Postmodern picture books are a specific genre of picture books. Characteristics of this unique type of book include non-linear narrative forms in storybooks, books that are "aware" of themselves as books and include self-referential elements, and what is known as metafiction.

A classic example of this genre is David Macaulay's award-winning Black and White (1990). This book consists of four "separate" sub-plots which are related, but the reader must decide in what way the story becomes meaningful. The inside front cover of this book, awarded the Caldecott Medal in 1990, states: "WARNING: This book appears to contain a number of stories that do not necessarily occur at the same time. But it may contain only one story. Then again, there may be four stories. Or four parts of a story. Careful inspection of both words and pictures is recommended."

Examples of postmodern picture books include David Wiesner's The Three Pigs, Anthony Browne's Voices in the Park, and Jon Scieszka and Lane Smith's The Stinky Cheese Man. Some books have unusual pictures that don't always mesh with the traditional, linear text (that often matches the pictures). An example would be Bamboozled by David Legge.

Frank Serafini (2004) has created lesson plans that lead students to discuss how text interacts with illustrations. Three sets of texts could be discussed: books that have corresponding text and pictures, books where the illustrations enhance the texts, and books where the illustrations contradict the text (Bamboozled is an example of contradictory text). Another lesson that Serafini describes that incorporates PM picture books could be having students read books that are ambiguous and allow for multiple interpretations. Student are encouraged to record their thinking in a journal called a "walking notebook". Books that are especially open to interpretation include: Browne's Voices in the Park, Wiesner's The Three Pigs, and David Macauley's Black and White.

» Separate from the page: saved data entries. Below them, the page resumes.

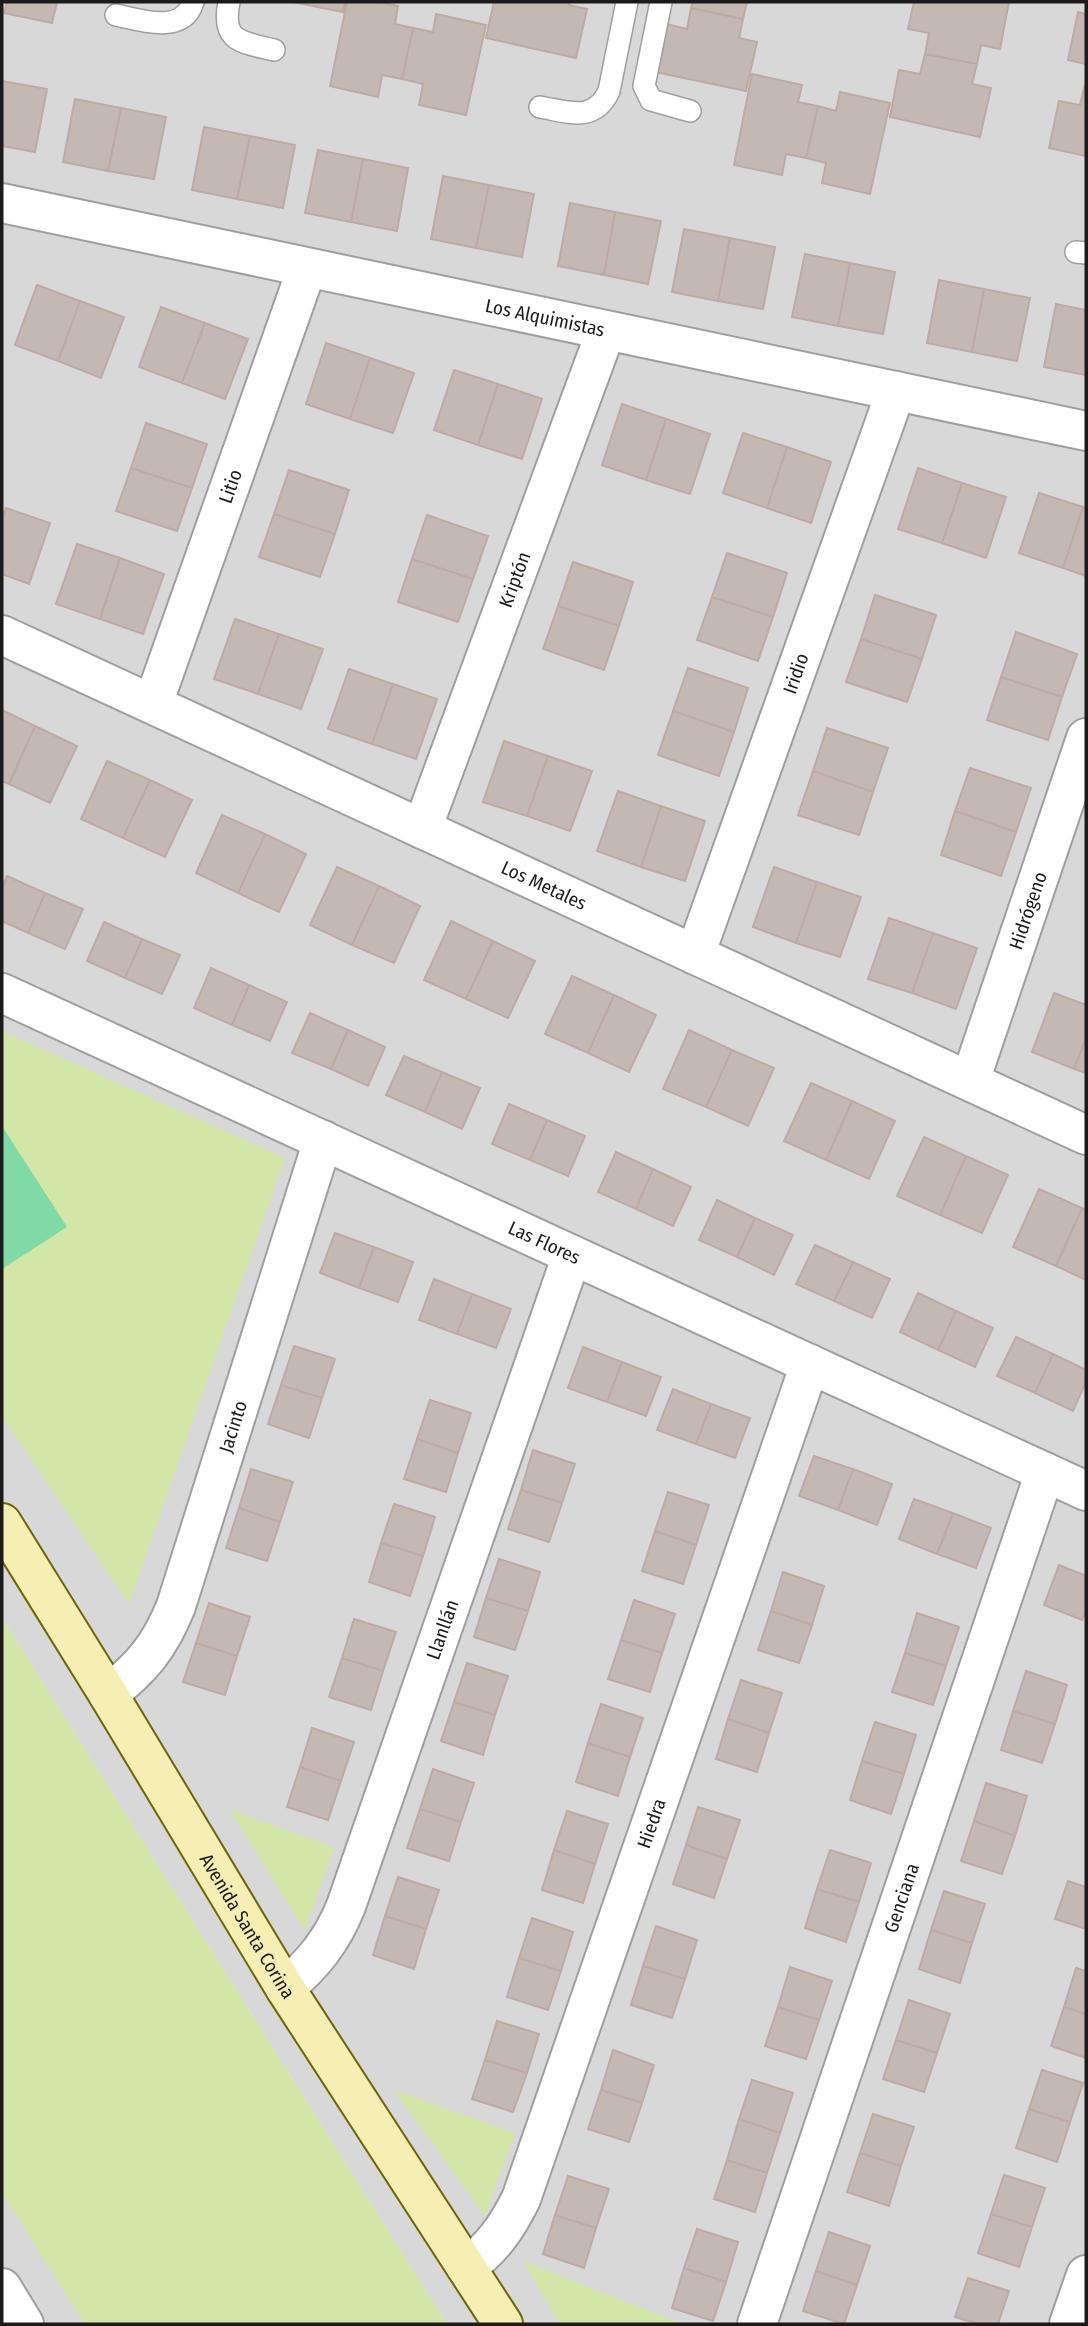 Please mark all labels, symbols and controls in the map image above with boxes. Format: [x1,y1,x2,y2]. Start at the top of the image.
street label: Los Alquimistas [483,293,607,341]
street label: Litio [213,466,246,506]
street label: Kriptón [493,549,535,610]
street label: Iridio [778,650,813,697]
street label: Los Metales [498,856,590,915]
street label: Hidrógeno [1004,869,1051,952]
street label: Las Flores [505,1216,584,1269]
street label: Jacinto [214,1398,252,1455]
street label: Llanllán [421,1597,463,1662]
street label: Hiedra [632,1795,670,1851]
street label: Avenida Santa Corina [195,1849,300,2003]
street label: Genciana [879,1860,924,1935] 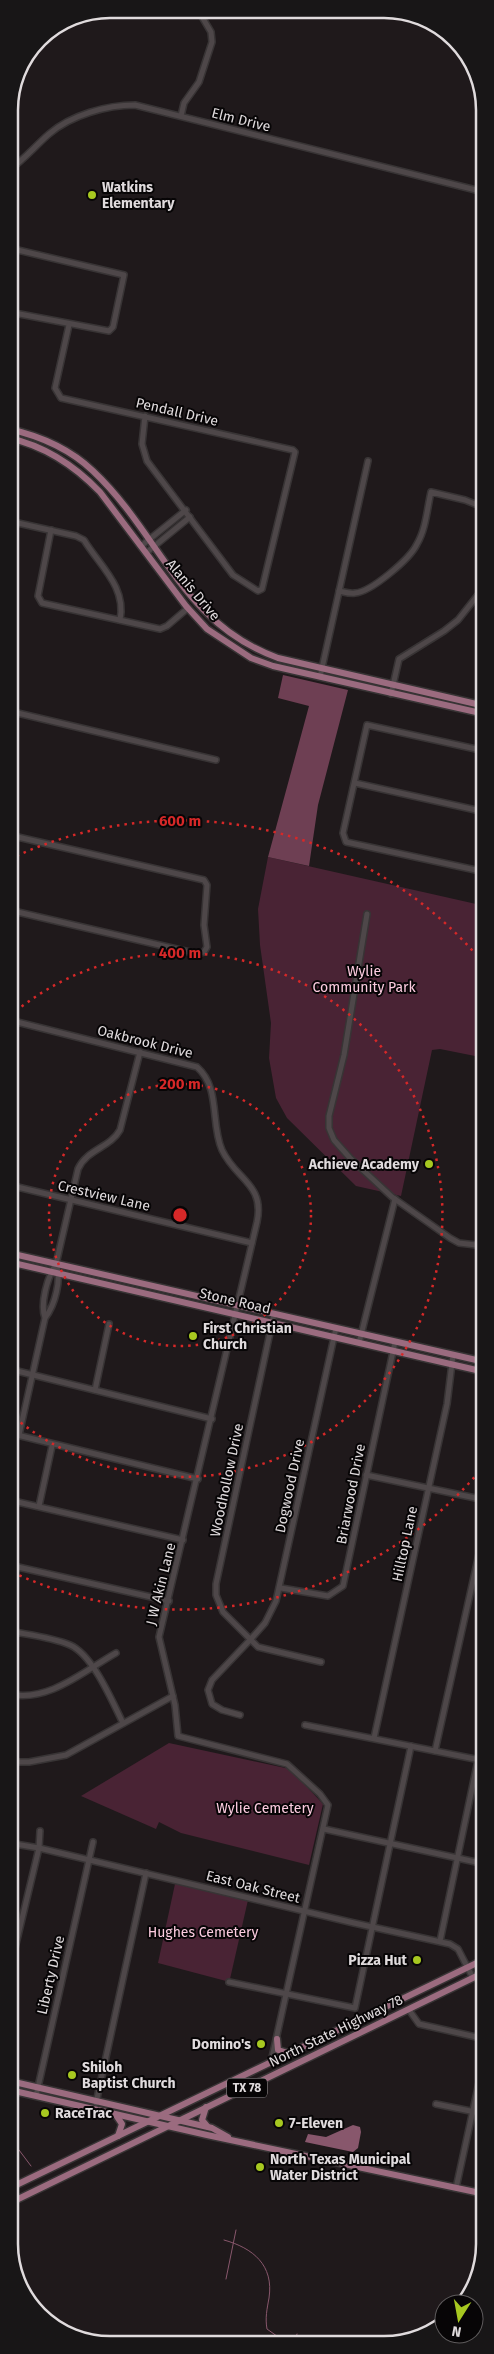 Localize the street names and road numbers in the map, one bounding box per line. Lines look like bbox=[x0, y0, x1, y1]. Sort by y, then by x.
street label: Elm Drive bbox=[210, 104, 272, 136]
street label: Pendall Drive bbox=[134, 394, 220, 430]
street label: Alanis Drive bbox=[162, 556, 224, 624]
street label: Oakbrook Drive bbox=[96, 1022, 194, 1062]
street label: Crestview Lane bbox=[56, 1177, 152, 1215]
street label: Stone Road bbox=[198, 1285, 272, 1317]
street label: Woodhollow Drive bbox=[207, 1422, 247, 1538]
street label: Dogwood Drive bbox=[272, 1437, 308, 1535]
street label: Briarwood Drive bbox=[333, 1442, 369, 1546]
street label: Hilltop Lane bbox=[389, 1505, 421, 1583]
street label: J W Akin Lane bbox=[143, 1541, 179, 1627]
street label: East Oak Street bbox=[204, 1867, 303, 1907]
street label: Liberty Drive bbox=[34, 1934, 68, 2016]
street label: North State Highway 78 bbox=[266, 1991, 406, 2071]
road number: TX 78 bbox=[227, 2078, 267, 2098]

These books could be thought of as multi-modal texts that defy the usual, linear organization of storybooks. In postmodern, meta-fictive books, the reader is intentionally made aware of the way that the book calls attention to itself. For example, in Wiesner's The Three Pigs, the main characters decide to climb outside the text; pictures depicting the pigs climbing outside the story are prominent. In The Stinky Cheese Man, Scieszka and Lane purposely use intertextual references, or references to many other well-known fables, to create tongue-in-cheek, satirical stories and spin-offs of classic fairy tales. Widely varying size fonts and pictures combine to create a post-modern picture book.

According to Anstey (2002), characteristics of postmodern picture books include:

1. Non-traditional plot structure
2. Using the pictures or text to position the reader to read the text in a particular way, for example, through a character's eyes or point of view.
3. The reader's involvement with constructing the meaning of the text.
4. Intertextual references, which requires the reader to make connections to other books or knowledge, in order to better understand the text.
5. Varied design layout and a variety of styles of illustration.

Ryan & Anstey (2003) suggest that post-modern picture books may allow students to increase their "self-knowledge about reading" and that students might be able to use this knowledge in strategic ways as they read. In their study, Ryan and Anstey looked at how sixth graders responded to a PM picture book, which was selected because it was open to many interpretations, titled The Rabbits by John Marsden and Shaun Tan. They discovered that the reading of such texts allow students to draw upon their resources as readers. The reading of such books supports a multiliteracies perspective. Accordingly, such books may be useful in allowing teachers to use texts that encourage students to draw upon their own identity and use this knowledge to read strategically.